__Action item__
Give back the lines of the records exactly, starting at the first and ending at the one with "translate:-50% -50%; white-space:nowrap;".

*** Available data Section Begins ***

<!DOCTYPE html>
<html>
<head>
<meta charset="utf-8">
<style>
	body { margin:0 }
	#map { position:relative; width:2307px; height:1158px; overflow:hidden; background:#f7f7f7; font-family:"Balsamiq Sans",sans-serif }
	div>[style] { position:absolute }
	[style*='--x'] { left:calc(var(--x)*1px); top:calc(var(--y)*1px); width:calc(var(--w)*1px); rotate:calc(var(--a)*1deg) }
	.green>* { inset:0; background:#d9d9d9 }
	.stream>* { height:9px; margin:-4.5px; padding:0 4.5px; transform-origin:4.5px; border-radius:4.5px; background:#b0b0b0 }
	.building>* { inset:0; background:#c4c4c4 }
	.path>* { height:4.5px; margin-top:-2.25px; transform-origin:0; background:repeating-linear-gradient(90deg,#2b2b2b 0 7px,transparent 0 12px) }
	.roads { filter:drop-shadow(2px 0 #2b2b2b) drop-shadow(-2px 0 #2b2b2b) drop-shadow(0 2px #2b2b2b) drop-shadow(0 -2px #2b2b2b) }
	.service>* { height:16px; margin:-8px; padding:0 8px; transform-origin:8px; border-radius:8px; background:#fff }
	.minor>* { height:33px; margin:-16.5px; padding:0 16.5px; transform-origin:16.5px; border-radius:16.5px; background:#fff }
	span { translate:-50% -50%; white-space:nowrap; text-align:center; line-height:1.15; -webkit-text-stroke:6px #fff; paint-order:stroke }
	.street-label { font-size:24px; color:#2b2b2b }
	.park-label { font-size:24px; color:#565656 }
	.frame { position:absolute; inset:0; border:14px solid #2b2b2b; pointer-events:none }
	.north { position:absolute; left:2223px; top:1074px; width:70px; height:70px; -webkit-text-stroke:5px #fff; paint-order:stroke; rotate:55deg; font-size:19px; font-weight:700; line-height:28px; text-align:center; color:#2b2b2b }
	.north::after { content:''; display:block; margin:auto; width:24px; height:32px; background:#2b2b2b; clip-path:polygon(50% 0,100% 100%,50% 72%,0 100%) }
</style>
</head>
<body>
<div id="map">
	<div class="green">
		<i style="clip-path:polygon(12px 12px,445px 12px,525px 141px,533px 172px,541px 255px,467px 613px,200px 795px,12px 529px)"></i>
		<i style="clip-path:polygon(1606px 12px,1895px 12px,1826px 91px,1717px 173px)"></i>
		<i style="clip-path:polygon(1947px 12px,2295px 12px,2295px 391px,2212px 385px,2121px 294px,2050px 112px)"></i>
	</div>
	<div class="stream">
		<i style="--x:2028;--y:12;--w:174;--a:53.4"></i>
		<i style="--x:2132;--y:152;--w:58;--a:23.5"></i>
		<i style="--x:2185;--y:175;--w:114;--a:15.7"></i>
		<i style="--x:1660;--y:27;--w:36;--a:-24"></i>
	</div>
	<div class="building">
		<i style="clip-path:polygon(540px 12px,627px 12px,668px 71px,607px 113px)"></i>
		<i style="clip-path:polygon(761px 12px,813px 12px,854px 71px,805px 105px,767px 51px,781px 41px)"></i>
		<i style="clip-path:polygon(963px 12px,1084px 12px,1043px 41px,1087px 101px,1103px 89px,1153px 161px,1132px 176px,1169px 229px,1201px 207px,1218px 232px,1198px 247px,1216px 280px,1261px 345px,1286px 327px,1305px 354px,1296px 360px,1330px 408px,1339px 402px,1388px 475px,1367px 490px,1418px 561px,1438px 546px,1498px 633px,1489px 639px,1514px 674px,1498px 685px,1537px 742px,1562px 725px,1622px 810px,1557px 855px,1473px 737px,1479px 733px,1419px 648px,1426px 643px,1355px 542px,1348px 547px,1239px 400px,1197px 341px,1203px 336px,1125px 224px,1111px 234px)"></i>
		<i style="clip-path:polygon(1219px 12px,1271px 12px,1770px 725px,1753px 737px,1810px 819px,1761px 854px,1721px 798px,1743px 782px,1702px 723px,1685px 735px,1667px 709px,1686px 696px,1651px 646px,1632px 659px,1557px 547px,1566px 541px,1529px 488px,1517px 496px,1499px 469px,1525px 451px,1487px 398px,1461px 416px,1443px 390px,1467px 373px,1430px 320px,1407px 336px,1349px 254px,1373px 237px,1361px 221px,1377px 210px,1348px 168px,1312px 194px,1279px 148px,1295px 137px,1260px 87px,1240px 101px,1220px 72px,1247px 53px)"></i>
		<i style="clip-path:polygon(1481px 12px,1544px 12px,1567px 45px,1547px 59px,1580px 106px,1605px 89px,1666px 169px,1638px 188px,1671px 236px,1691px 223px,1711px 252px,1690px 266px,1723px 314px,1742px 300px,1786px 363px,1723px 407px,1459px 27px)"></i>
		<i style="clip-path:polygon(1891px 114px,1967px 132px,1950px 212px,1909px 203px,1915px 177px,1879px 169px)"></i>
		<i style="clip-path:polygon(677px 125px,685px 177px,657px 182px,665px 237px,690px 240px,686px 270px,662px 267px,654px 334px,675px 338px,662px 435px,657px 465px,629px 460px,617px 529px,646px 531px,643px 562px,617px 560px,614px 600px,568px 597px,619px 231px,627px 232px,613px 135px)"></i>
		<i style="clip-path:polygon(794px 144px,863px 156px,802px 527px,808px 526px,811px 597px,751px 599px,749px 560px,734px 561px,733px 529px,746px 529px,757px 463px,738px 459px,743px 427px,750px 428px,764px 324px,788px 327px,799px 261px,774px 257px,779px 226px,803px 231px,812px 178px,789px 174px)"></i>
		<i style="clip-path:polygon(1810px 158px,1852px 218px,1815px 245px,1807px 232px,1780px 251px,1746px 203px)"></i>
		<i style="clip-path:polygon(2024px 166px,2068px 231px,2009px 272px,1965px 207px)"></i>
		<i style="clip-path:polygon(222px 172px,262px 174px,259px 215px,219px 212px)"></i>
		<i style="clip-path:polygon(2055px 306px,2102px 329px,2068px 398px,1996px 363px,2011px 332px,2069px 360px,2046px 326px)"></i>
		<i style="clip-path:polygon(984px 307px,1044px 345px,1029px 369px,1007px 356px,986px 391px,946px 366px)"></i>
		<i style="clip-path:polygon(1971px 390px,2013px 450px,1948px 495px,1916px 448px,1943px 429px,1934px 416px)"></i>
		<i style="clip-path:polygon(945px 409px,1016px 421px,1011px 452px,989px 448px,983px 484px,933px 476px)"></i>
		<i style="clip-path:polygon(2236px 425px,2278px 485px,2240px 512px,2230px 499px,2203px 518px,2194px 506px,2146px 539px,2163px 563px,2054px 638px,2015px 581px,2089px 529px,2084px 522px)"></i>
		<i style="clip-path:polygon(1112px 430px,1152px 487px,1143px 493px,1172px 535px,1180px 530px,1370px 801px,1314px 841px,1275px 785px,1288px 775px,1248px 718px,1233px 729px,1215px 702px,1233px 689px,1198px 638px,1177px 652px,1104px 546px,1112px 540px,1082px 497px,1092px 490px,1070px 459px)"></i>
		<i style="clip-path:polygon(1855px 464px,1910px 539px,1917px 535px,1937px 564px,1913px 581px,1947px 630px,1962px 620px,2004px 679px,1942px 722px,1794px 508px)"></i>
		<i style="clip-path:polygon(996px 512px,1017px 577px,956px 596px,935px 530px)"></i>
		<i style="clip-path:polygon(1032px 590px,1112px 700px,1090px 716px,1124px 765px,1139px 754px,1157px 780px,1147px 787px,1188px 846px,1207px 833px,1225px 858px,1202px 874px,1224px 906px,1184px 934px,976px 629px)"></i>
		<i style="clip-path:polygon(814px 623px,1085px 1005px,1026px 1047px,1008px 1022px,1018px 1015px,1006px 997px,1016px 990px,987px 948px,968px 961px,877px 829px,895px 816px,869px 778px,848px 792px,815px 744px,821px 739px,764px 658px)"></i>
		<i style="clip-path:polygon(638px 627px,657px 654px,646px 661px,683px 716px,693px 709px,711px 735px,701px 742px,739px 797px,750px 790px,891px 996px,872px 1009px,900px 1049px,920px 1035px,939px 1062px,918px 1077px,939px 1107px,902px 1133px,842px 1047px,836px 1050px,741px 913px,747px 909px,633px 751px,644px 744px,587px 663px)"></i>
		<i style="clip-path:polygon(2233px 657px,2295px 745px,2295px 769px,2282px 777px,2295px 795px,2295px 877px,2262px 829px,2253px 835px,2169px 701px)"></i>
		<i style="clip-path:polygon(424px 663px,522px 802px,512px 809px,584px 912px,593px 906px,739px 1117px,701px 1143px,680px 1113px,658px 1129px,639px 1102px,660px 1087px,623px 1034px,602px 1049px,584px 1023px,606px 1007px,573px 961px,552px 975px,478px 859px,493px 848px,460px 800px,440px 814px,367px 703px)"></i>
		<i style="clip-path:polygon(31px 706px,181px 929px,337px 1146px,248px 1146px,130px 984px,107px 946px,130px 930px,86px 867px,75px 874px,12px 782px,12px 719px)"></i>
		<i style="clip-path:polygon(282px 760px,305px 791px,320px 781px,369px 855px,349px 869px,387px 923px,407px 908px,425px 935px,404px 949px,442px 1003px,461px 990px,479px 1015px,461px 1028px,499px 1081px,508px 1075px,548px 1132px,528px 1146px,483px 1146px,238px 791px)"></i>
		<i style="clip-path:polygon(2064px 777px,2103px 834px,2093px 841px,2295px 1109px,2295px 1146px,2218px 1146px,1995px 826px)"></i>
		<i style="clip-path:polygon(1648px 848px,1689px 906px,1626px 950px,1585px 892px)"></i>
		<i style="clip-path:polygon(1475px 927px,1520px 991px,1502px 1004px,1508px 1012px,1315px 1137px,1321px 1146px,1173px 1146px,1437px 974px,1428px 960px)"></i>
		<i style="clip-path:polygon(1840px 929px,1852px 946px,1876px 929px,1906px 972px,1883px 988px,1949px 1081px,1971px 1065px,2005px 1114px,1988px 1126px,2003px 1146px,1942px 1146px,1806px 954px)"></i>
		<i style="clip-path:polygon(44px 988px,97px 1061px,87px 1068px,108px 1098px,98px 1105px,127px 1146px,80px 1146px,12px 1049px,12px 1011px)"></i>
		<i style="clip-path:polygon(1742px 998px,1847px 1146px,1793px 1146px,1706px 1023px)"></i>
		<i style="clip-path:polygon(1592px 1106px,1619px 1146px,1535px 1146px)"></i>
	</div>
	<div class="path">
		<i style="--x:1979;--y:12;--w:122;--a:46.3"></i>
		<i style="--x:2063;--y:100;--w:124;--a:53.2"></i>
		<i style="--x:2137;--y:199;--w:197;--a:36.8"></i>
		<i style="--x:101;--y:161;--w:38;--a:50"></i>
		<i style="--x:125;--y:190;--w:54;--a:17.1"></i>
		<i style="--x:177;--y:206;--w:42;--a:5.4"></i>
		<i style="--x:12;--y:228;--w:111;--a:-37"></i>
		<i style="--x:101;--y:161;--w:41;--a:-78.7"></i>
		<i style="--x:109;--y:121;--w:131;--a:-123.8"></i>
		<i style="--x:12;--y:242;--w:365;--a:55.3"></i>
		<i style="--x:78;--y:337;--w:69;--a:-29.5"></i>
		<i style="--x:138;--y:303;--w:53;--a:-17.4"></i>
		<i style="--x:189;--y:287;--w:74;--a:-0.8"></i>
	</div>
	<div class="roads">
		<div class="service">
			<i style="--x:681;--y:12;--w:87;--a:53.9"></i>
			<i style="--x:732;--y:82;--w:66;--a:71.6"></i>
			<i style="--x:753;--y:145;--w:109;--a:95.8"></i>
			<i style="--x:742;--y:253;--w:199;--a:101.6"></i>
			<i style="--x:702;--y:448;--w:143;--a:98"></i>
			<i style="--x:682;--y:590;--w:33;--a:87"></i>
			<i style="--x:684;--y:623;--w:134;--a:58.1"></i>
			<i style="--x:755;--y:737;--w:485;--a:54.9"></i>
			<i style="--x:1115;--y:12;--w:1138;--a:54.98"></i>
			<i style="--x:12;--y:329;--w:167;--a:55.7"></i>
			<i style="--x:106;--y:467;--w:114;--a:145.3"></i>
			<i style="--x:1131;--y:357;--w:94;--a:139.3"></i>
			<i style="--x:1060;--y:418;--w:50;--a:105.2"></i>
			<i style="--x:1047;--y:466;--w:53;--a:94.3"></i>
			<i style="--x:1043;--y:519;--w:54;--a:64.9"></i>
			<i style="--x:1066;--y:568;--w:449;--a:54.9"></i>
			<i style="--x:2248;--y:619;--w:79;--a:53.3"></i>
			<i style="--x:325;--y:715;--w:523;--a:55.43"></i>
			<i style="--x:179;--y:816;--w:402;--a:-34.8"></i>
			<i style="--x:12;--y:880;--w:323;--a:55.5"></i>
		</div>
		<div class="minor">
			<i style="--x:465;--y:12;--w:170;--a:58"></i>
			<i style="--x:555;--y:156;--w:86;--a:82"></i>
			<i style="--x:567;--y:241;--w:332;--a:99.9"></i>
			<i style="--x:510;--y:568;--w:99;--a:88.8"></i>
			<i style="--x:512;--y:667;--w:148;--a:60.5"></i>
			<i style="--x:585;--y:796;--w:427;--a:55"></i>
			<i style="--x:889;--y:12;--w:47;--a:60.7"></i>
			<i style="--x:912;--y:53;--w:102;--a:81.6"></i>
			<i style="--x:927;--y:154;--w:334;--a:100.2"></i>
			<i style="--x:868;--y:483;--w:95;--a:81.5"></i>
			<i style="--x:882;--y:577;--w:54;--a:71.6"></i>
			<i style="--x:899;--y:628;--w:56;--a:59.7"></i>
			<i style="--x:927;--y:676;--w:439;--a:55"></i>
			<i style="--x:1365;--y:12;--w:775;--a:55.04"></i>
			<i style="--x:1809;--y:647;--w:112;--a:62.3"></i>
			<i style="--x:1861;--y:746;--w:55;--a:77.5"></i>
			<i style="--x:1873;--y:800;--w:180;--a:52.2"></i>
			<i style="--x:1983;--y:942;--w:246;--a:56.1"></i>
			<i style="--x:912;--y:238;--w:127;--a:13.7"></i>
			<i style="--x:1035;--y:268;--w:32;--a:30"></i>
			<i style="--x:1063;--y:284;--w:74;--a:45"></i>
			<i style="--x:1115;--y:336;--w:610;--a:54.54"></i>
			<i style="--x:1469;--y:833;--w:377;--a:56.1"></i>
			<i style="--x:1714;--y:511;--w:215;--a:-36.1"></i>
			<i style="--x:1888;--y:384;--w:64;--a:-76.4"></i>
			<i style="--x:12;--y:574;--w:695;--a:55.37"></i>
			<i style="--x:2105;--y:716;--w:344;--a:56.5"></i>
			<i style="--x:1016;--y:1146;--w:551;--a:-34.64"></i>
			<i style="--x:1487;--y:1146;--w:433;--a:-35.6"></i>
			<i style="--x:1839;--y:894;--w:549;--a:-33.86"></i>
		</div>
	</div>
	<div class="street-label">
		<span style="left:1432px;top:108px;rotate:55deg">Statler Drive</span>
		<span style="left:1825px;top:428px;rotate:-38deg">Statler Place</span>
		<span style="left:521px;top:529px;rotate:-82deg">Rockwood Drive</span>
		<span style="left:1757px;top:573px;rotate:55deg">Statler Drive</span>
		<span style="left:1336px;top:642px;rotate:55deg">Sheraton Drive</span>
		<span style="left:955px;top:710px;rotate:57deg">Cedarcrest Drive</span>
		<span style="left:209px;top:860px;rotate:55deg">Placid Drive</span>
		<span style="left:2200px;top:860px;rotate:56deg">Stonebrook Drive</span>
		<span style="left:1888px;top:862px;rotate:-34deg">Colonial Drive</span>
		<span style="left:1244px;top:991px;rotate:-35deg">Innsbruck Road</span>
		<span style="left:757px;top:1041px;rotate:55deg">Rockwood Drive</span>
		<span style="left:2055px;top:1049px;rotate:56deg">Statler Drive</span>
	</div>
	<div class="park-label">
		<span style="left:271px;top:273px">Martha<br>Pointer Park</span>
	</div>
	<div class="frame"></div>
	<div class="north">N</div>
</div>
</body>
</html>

*** Available data Section Ends ***

__Result of this exercise__
<!DOCTYPE html>
<html>
<head>
<meta charset="utf-8">
<style>
	body { margin:0 }
	#map { position:relative; width:2307px; height:1158px; overflow:hidden; background:#f7f7f7; font-family:"Balsamiq Sans",sans-serif }
	div>[style] { position:absolute }
	[style*='--x'] { left:calc(var(--x)*1px); top:calc(var(--y)*1px); width:calc(var(--w)*1px); rotate:calc(var(--a)*1deg) }
	.green>* { inset:0; background:#d9d9d9 }
	.stream>* { height:9px; margin:-4.5px; padding:0 4.5px; transform-origin:4.5px; border-radius:4.5px; background:#b0b0b0 }
	.building>* { inset:0; background:#c4c4c4 }
	.path>* { height:4.5px; margin-top:-2.25px; transform-origin:0; background:repeating-linear-gradient(90deg,#2b2b2b 0 7px,transparent 0 12px) }
	.roads { filter:drop-shadow(2px 0 #2b2b2b) drop-shadow(-2px 0 #2b2b2b) drop-shadow(0 2px #2b2b2b) drop-shadow(0 -2px #2b2b2b) }
	.service>* { height:16px; margin:-8px; padding:0 8px; transform-origin:8px; border-radius:8px; background:#fff }
	.minor>* { height:33px; margin:-16.5px; padding:0 16.5px; transform-origin:16.5px; border-radius:16.5px; background:#fff }
	span { translate:-50% -50%; white-space:nowrap; text-align:center; line-height:1.15; -webkit-text-stroke:6px #fff; paint-order:stroke }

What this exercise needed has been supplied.